*Task prompt*: Take the listing and print it in full, exactly as given.

*Data for this exercise*:
========================

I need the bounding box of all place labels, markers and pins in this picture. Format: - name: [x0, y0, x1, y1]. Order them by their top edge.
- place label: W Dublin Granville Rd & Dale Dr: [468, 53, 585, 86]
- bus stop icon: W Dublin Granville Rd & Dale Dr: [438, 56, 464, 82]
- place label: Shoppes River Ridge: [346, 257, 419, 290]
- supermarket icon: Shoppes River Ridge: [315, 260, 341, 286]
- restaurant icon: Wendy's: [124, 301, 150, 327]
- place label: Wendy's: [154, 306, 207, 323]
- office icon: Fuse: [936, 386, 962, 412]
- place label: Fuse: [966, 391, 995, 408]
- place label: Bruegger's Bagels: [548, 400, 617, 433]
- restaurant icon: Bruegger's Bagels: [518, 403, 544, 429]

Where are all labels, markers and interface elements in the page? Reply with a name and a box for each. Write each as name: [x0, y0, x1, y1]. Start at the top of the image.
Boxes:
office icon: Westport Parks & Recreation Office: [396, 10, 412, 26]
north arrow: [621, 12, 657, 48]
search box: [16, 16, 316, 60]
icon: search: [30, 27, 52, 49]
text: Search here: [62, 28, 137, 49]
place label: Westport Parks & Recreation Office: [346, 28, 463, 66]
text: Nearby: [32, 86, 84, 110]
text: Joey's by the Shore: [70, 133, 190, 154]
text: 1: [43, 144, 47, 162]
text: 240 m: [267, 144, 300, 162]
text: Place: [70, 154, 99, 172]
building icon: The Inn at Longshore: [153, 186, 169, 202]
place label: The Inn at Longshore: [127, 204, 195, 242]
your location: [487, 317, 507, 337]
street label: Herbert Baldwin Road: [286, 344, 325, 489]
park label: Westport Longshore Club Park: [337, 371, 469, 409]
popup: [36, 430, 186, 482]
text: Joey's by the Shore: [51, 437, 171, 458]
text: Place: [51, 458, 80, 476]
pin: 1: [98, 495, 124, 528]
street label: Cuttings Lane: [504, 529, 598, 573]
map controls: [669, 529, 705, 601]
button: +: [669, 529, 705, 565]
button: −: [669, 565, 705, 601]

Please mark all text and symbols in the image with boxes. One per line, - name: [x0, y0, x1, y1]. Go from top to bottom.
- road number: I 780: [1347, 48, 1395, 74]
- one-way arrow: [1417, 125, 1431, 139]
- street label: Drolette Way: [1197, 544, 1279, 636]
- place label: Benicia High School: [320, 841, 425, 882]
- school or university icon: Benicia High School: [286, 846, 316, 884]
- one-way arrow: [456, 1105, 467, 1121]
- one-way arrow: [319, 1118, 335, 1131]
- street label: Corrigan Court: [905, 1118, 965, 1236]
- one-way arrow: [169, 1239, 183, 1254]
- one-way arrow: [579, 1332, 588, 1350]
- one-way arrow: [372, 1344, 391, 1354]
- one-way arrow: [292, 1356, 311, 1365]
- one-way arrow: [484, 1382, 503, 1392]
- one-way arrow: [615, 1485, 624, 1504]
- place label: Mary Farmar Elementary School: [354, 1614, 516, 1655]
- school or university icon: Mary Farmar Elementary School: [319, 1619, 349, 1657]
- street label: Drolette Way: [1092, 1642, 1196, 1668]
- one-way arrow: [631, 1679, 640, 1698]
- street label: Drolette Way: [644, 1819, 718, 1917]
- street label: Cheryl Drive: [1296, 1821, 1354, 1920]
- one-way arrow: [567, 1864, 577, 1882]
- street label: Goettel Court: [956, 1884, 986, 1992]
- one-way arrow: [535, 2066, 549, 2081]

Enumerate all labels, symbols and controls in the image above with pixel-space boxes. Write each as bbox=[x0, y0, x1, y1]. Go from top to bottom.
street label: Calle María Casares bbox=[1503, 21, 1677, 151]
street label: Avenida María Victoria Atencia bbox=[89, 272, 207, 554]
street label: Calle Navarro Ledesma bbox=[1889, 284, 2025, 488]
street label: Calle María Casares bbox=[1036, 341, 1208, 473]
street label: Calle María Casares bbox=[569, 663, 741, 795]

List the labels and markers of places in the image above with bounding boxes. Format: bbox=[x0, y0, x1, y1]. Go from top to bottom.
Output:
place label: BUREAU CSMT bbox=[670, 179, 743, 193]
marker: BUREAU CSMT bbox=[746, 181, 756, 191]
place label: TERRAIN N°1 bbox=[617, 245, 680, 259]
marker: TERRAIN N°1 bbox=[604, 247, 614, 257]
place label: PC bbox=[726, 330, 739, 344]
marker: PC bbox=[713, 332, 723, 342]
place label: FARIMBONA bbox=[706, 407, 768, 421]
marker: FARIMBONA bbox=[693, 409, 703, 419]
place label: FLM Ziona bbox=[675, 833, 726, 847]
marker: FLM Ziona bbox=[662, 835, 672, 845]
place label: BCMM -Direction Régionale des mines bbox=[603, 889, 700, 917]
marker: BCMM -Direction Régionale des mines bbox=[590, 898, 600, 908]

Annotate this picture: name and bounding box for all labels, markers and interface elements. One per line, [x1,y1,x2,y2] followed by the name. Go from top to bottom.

========================

*Answer space*:
I need the bounding box of all place labels, markers and pins in this picture. Format: - name: [x0, y0, x1, y1]. Order them by their top edge.
- place label: W Dublin Granville Rd & Dale Dr: [468, 53, 585, 86]
- bus stop icon: W Dublin Granville Rd & Dale Dr: [438, 56, 464, 82]
- place label: Shoppes River Ridge: [346, 257, 419, 290]
- supermarket icon: Shoppes River Ridge: [315, 260, 341, 286]
- restaurant icon: Wendy's: [124, 301, 150, 327]
- place label: Wendy's: [154, 306, 207, 323]
- office icon: Fuse: [936, 386, 962, 412]
- place label: Fuse: [966, 391, 995, 408]
- place label: Bruegger's Bagels: [548, 400, 617, 433]
- restaurant icon: Bruegger's Bagels: [518, 403, 544, 429]

Where are all labels, markers and interface elements in the page? Reply with a name and a box for each. Write each as name: [x0, y0, x1, y1]. Start at the top of the image.
Boxes:
office icon: Westport Parks & Recreation Office: [396, 10, 412, 26]
north arrow: [621, 12, 657, 48]
search box: [16, 16, 316, 60]
icon: search: [30, 27, 52, 49]
text: Search here: [62, 28, 137, 49]
place label: Westport Parks & Recreation Office: [346, 28, 463, 66]
text: Nearby: [32, 86, 84, 110]
text: Joey's by the Shore: [70, 133, 190, 154]
text: 1: [43, 144, 47, 162]
text: 240 m: [267, 144, 300, 162]
text: Place: [70, 154, 99, 172]
building icon: The Inn at Longshore: [153, 186, 169, 202]
place label: The Inn at Longshore: [127, 204, 195, 242]
your location: [487, 317, 507, 337]
street label: Herbert Baldwin Road: [286, 344, 325, 489]
park label: Westport Longshore Club Park: [337, 371, 469, 409]
popup: [36, 430, 186, 482]
text: Joey's by the Shore: [51, 437, 171, 458]
text: Place: [51, 458, 80, 476]
pin: 1: [98, 495, 124, 528]
street label: Cuttings Lane: [504, 529, 598, 573]
map controls: [669, 529, 705, 601]
button: +: [669, 529, 705, 565]
button: −: [669, 565, 705, 601]

Please mark all text and symbols in the image with boxes. One per line, - name: [x0, y0, x1, y1]. Go from top to bottom.
- road number: I 780: [1347, 48, 1395, 74]
- one-way arrow: [1417, 125, 1431, 139]
- street label: Drolette Way: [1197, 544, 1279, 636]
- place label: Benicia High School: [320, 841, 425, 882]
- school or university icon: Benicia High School: [286, 846, 316, 884]
- one-way arrow: [456, 1105, 467, 1121]
- one-way arrow: [319, 1118, 335, 1131]
- street label: Corrigan Court: [905, 1118, 965, 1236]
- one-way arrow: [169, 1239, 183, 1254]
- one-way arrow: [579, 1332, 588, 1350]
- one-way arrow: [372, 1344, 391, 1354]
- one-way arrow: [292, 1356, 311, 1365]
- one-way arrow: [484, 1382, 503, 1392]
- one-way arrow: [615, 1485, 624, 1504]
- place label: Mary Farmar Elementary School: [354, 1614, 516, 1655]
- school or university icon: Mary Farmar Elementary School: [319, 1619, 349, 1657]
- street label: Drolette Way: [1092, 1642, 1196, 1668]
- one-way arrow: [631, 1679, 640, 1698]
- street label: Drolette Way: [644, 1819, 718, 1917]
- street label: Cheryl Drive: [1296, 1821, 1354, 1920]
- one-way arrow: [567, 1864, 577, 1882]
- street label: Goettel Court: [956, 1884, 986, 1992]
- one-way arrow: [535, 2066, 549, 2081]

Enumerate all labels, symbols and controls in the image above with pixel-space boxes. Write each as bbox=[x0, y0, x1, y1]. Go from top to bottom.
street label: Calle María Casares bbox=[1503, 21, 1677, 151]
street label: Avenida María Victoria Atencia bbox=[89, 272, 207, 554]
street label: Calle Navarro Ledesma bbox=[1889, 284, 2025, 488]
street label: Calle María Casares bbox=[1036, 341, 1208, 473]
street label: Calle María Casares bbox=[569, 663, 741, 795]

List the labels and markers of places in the image above with bounding boxes. Format: bbox=[x0, y0, x1, y1]. Go from top to bottom.
Output:
place label: BUREAU CSMT bbox=[670, 179, 743, 193]
marker: BUREAU CSMT bbox=[746, 181, 756, 191]
place label: TERRAIN N°1 bbox=[617, 245, 680, 259]
marker: TERRAIN N°1 bbox=[604, 247, 614, 257]
place label: PC bbox=[726, 330, 739, 344]
marker: PC bbox=[713, 332, 723, 342]
place label: FARIMBONA bbox=[706, 407, 768, 421]
marker: FARIMBONA bbox=[693, 409, 703, 419]
place label: FLM Ziona bbox=[675, 833, 726, 847]
marker: FLM Ziona bbox=[662, 835, 672, 845]
place label: BCMM -Direction Régionale des mines bbox=[603, 889, 700, 917]
marker: BCMM -Direction Régionale des mines bbox=[590, 898, 600, 908]

Annotate this picture: name and bounding box for all labels, markers and interface elements. One per line, [x1,y1,x2,y2] followed by the name. Go from top to bottom.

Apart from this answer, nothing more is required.